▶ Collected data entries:
□ □ □ □ □ □ □

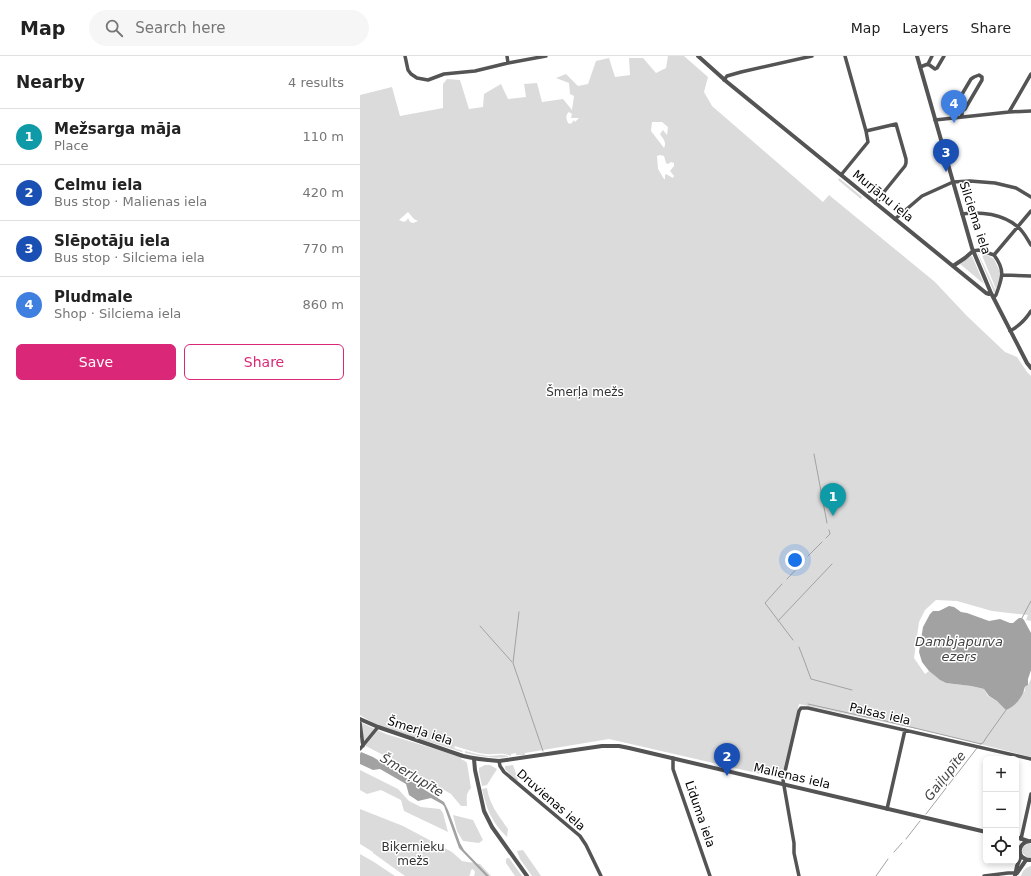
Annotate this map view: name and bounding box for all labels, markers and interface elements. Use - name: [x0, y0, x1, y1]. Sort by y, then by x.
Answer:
- search box: [89, 10, 369, 46]
- text: Map: [20, 17, 65, 39]
- icon: search: [103, 17, 125, 39]
- text: Search here: [135, 19, 225, 37]
- text: Map: [851, 20, 880, 36]
- text: Layers: [902, 20, 949, 36]
- text: Share: [971, 20, 1011, 36]
- text: Nearby: [16, 72, 85, 92]
- text: 4 results: [288, 75, 344, 90]
- pin: 4: [941, 90, 967, 123]
- text: Mežsarga māja: [54, 120, 181, 138]
- text: 1: [24, 129, 34, 144]
- text: 110 m: [302, 129, 344, 144]
- text: Place: [54, 138, 89, 153]
- pin: 3: [933, 139, 959, 172]
- street label: Murjāņu iela: [850, 167, 916, 225]
- text: Celmu iela: [54, 176, 142, 194]
- street label: Silciema iela: [957, 180, 993, 256]
- text: 2: [24, 185, 34, 200]
- text: 420 m: [302, 185, 344, 200]
- text: Bus stop · Malienas iela: [54, 194, 207, 209]
- text: Slēpotāju iela: [54, 232, 170, 250]
- text: 3: [24, 241, 34, 256]
- text: 770 m: [302, 241, 344, 256]
- text: Bus stop · Silciema iela: [54, 250, 205, 265]
- text: Pludmale: [54, 288, 133, 306]
- text: 4: [24, 297, 34, 312]
- text: 860 m: [302, 297, 344, 312]
- text: Shop · Silciema iela: [54, 306, 181, 321]
- button: Save: [16, 344, 176, 380]
- button: Share: [184, 344, 344, 380]
- park label: Šmerļa mežs: [546, 384, 624, 399]
- pin: 1: [820, 483, 846, 516]
- your location: [785, 550, 805, 570]
- water label: Dambjapurva ezers: [915, 634, 1003, 664]
- street label: Palsas iela: [848, 700, 912, 728]
- street label: Šmerļa iela: [386, 713, 455, 748]
- pin: 2: [714, 743, 740, 776]
- water label: Gaiļupīte: [921, 748, 969, 804]
- water label: Šmerļupīte: [378, 750, 446, 800]
- map controls: [983, 756, 1019, 864]
- button: +: [983, 756, 1019, 792]
- street label: Malienas iela: [752, 760, 832, 792]
- street label: Druvienas iela: [514, 766, 588, 834]
- street label: Līduma iela: [682, 779, 718, 849]
- button: −: [983, 792, 1019, 828]
- button: locate: [983, 828, 1019, 864]
- park label: Biķernieku mežs: [381, 840, 445, 868]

□ □ □ □ □ □ □

▶ ACTIVITY: Each line of the data above containing the string "park" is to be copied.

▶ ANSWER SECTION:
- park label: Šmerļa mežs: [546, 384, 624, 399]
- park label: Biķernieku mežs: [381, 840, 445, 868]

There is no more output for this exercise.